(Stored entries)
+++

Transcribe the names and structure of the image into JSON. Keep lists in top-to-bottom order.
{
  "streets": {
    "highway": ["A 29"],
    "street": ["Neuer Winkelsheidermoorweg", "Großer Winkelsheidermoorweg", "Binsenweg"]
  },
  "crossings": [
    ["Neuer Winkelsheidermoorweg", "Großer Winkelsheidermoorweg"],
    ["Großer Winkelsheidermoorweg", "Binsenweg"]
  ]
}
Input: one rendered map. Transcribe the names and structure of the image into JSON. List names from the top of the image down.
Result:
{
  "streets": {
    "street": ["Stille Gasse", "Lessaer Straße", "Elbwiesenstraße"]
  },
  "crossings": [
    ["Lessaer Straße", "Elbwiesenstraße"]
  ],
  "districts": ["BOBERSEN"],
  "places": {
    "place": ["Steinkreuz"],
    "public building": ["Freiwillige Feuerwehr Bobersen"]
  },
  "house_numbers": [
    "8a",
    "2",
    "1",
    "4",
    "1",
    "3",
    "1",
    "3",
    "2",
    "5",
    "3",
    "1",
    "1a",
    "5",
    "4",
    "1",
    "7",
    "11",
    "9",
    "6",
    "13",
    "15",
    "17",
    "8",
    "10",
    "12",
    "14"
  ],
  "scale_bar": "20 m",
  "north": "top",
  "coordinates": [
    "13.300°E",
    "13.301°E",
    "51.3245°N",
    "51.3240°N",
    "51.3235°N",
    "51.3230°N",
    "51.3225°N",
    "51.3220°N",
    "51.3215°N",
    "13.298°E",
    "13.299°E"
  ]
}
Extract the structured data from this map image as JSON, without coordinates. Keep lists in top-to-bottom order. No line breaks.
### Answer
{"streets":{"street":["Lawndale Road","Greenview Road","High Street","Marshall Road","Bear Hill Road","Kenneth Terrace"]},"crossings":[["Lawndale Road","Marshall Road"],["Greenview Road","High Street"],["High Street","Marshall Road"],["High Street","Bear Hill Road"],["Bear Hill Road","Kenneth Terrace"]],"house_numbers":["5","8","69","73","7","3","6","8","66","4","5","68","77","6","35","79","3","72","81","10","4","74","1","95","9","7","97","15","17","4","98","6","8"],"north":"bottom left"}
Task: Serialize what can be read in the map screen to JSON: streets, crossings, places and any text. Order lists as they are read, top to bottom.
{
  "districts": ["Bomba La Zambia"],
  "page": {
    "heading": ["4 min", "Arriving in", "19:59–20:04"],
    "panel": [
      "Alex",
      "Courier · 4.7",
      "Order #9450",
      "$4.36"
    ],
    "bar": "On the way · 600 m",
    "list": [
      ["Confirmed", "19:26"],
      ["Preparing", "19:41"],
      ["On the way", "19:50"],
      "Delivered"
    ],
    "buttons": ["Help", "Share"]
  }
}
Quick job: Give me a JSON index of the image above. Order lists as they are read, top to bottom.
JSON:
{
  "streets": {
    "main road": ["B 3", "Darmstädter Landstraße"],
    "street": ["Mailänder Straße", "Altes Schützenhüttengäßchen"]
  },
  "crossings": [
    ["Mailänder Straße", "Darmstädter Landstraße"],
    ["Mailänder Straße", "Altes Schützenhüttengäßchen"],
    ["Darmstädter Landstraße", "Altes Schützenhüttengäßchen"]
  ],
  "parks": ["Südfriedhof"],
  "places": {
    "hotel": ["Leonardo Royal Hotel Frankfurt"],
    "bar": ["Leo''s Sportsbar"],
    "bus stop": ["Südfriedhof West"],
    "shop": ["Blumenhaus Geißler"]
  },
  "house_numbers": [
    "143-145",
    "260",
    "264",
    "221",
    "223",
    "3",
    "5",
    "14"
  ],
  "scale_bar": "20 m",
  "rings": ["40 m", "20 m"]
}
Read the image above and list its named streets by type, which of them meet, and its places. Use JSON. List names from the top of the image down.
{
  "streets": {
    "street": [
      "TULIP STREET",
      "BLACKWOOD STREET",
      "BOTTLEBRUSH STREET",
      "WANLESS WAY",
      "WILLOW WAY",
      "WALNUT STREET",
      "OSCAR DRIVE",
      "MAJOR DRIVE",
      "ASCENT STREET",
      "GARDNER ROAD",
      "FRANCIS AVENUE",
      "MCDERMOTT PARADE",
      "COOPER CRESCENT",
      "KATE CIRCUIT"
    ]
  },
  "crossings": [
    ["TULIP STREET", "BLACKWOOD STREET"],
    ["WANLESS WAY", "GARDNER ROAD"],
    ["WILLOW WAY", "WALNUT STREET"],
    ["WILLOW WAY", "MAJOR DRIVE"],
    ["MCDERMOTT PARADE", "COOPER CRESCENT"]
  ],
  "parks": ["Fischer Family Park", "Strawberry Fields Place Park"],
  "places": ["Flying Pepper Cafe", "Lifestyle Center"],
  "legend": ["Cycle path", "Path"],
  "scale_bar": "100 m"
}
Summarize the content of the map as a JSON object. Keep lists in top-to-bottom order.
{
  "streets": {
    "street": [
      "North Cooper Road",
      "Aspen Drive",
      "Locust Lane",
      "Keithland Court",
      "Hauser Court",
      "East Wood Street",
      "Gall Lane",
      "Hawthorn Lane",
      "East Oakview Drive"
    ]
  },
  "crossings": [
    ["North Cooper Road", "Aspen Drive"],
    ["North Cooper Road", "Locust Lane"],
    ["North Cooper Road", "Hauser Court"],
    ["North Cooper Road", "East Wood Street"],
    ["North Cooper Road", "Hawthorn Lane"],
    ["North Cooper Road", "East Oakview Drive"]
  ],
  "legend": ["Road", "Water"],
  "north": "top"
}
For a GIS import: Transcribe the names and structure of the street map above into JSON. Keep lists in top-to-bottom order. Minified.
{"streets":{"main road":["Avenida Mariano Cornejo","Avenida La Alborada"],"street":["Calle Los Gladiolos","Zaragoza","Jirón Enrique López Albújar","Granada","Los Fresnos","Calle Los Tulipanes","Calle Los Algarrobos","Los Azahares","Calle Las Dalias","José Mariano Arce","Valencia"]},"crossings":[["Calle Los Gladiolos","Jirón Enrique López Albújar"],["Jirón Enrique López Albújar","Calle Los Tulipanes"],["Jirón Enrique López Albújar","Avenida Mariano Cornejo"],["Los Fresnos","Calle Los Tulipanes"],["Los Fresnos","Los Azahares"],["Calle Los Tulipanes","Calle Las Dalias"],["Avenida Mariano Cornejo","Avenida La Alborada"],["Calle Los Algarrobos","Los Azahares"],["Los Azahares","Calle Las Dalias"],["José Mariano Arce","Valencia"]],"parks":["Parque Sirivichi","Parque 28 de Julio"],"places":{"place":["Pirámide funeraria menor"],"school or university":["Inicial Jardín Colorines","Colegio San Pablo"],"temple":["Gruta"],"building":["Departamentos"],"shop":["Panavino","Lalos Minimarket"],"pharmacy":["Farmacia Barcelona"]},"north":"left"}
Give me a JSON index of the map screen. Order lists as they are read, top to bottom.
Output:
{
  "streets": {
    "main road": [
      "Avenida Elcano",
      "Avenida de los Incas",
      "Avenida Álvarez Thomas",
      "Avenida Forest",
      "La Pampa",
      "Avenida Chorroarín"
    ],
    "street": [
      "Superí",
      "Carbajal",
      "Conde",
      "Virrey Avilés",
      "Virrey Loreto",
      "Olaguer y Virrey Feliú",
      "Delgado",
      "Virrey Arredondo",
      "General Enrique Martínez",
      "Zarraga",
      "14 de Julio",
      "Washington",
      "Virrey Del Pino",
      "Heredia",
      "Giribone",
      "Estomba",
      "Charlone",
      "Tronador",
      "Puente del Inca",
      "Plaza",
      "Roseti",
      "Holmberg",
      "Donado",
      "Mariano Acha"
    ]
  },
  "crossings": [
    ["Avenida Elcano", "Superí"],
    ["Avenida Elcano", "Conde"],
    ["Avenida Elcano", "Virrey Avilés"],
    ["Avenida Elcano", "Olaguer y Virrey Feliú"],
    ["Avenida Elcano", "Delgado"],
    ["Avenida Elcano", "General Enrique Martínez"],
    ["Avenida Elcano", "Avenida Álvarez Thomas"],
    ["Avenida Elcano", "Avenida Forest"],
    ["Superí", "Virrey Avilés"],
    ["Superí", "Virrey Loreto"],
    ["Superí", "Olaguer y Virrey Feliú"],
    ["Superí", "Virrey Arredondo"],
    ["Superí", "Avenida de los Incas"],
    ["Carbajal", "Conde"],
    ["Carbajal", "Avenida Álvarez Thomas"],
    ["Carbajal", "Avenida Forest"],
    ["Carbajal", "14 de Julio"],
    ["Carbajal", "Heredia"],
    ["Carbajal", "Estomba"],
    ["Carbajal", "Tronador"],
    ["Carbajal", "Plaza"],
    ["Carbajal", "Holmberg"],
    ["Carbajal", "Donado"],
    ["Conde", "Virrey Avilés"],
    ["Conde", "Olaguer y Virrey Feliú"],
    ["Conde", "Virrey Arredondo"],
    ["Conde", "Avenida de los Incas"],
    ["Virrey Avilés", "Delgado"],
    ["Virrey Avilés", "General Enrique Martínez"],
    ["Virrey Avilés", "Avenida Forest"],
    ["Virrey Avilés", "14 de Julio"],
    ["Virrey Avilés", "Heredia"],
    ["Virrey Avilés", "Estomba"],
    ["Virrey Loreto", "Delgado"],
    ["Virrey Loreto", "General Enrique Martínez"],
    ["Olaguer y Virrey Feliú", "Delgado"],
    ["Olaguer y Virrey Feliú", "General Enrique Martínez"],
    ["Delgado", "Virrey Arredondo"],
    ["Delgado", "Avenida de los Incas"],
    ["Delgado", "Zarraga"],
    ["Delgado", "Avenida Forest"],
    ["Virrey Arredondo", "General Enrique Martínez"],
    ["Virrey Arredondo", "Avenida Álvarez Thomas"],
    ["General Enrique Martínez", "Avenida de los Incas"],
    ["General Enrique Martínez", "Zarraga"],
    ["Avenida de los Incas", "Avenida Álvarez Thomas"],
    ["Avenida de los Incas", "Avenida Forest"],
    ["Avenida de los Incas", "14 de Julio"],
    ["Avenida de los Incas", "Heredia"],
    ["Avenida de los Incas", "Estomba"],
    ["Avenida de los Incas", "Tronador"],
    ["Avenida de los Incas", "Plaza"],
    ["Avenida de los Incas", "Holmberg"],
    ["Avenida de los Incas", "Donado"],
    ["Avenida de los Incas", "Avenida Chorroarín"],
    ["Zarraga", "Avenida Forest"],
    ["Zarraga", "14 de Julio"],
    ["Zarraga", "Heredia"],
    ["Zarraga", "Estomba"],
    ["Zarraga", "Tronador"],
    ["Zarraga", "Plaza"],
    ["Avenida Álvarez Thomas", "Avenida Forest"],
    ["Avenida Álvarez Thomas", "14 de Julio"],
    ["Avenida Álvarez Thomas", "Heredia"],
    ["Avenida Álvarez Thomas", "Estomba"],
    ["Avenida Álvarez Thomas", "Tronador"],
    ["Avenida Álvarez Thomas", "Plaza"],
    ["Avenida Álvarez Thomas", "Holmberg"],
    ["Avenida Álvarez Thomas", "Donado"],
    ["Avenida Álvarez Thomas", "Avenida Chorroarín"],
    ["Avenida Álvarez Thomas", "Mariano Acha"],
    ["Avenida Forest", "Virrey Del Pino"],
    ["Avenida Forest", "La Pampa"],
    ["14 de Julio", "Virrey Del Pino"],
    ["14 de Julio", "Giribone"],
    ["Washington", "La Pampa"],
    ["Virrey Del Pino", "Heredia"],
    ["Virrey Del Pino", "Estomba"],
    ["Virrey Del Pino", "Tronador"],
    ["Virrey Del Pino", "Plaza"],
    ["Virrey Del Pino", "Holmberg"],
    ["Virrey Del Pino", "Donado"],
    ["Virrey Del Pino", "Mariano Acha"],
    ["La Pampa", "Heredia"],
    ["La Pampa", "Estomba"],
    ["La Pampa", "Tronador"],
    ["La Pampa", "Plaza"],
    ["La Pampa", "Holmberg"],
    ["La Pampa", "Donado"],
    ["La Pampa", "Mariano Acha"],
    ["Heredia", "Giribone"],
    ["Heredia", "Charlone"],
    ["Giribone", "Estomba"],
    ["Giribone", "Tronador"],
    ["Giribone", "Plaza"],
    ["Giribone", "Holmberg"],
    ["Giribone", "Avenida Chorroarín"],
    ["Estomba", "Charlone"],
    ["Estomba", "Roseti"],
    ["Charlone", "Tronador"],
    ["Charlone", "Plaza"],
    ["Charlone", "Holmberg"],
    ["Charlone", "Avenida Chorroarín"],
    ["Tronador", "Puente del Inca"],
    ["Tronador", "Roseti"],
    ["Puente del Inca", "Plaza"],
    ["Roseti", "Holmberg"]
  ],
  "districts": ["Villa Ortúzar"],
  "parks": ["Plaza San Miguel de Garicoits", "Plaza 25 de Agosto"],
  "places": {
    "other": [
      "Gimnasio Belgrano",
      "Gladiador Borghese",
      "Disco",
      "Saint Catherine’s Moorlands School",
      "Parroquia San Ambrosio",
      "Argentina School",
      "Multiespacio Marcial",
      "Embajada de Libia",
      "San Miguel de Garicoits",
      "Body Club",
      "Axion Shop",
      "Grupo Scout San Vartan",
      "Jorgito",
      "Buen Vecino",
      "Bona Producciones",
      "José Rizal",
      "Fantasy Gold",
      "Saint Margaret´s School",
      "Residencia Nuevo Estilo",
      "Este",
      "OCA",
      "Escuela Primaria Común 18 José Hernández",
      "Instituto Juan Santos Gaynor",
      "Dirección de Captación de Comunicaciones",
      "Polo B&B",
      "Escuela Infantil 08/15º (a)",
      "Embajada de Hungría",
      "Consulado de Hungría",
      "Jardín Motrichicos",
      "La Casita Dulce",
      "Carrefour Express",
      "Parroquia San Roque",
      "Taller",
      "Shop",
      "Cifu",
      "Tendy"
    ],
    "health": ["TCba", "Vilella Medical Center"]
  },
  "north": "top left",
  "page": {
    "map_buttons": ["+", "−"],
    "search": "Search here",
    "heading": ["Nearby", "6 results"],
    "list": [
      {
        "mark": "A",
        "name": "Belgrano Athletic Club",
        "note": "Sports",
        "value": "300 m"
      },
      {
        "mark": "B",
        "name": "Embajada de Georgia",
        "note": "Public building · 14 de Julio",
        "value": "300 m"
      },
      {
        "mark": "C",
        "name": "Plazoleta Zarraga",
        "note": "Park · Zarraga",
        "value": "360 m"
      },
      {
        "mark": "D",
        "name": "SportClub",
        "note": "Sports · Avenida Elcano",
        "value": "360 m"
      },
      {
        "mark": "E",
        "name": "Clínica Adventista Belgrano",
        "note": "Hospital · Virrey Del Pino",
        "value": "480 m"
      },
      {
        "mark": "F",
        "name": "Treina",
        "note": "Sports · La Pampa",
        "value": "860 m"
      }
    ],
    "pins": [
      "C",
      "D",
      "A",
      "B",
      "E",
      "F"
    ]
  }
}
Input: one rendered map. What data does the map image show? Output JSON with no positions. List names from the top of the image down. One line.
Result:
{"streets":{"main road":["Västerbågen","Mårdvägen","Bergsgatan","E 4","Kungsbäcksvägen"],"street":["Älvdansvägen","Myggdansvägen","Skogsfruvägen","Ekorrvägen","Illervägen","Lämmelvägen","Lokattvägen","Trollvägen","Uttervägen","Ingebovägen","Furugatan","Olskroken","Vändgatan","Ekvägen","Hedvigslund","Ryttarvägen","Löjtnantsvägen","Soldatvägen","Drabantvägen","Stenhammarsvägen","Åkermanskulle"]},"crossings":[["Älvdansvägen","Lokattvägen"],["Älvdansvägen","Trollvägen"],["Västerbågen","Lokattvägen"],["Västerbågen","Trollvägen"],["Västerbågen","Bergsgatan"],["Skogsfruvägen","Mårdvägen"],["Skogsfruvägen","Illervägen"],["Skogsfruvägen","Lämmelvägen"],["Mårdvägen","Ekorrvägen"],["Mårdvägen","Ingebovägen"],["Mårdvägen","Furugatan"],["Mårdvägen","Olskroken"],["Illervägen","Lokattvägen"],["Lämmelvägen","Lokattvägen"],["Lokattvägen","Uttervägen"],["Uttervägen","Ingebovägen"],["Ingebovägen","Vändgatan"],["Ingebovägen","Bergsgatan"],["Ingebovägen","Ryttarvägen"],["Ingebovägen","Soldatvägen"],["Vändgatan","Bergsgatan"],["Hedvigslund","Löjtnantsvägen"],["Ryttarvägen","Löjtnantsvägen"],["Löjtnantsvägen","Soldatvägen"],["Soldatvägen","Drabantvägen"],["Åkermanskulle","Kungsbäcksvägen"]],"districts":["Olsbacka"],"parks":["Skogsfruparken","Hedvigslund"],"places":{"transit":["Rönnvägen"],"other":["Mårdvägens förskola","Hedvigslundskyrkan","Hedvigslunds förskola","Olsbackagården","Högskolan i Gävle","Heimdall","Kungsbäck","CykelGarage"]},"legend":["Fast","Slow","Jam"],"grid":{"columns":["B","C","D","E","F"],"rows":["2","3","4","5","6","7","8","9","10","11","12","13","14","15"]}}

+++

**TASK OBJECTIVE:**
Please copy exactly the lines from the first line of the records above through the line containing "Extract the structured", including both, and nothing more.

**RESULT:**
Transcribe the names and structure of the image into JSON. Keep lists in top-to-bottom order.
{
  "streets": {
    "highway": ["A 29"],
    "street": ["Neuer Winkelsheidermoorweg", "Großer Winkelsheidermoorweg", "Binsenweg"]
  },
  "crossings": [
    ["Neuer Winkelsheidermoorweg", "Großer Winkelsheidermoorweg"],
    ["Großer Winkelsheidermoorweg", "Binsenweg"]
  ]
}
Input: one rendered map. Transcribe the names and structure of the image into JSON. List names from the top of the image down.
Result:
{
  "streets": {
    "street": ["Stille Gasse", "Lessaer Straße", "Elbwiesenstraße"]
  },
  "crossings": [
    ["Lessaer Straße", "Elbwiesenstraße"]
  ],
  "districts": ["BOBERSEN"],
  "places": {
    "place": ["Steinkreuz"],
    "public building": ["Freiwillige Feuerwehr Bobersen"]
  },
  "house_numbers": [
    "8a",
    "2",
    "1",
    "4",
    "1",
    "3",
    "1",
    "3",
    "2",
    "5",
    "3",
    "1",
    "1a",
    "5",
    "4",
    "1",
    "7",
    "11",
    "9",
    "6",
    "13",
    "15",
    "17",
    "8",
    "10",
    "12",
    "14"
  ],
  "scale_bar": "20 m",
  "north": "top",
  "coordinates": [
    "13.300°E",
    "13.301°E",
    "51.3245°N",
    "51.3240°N",
    "51.3235°N",
    "51.3230°N",
    "51.3225°N",
    "51.3220°N",
    "51.3215°N",
    "13.298°E",
    "13.299°E"
  ]
}
Extract the structured data from this map image as JSON, without coordinates. Keep lists in top-to-bottom order. No line breaks.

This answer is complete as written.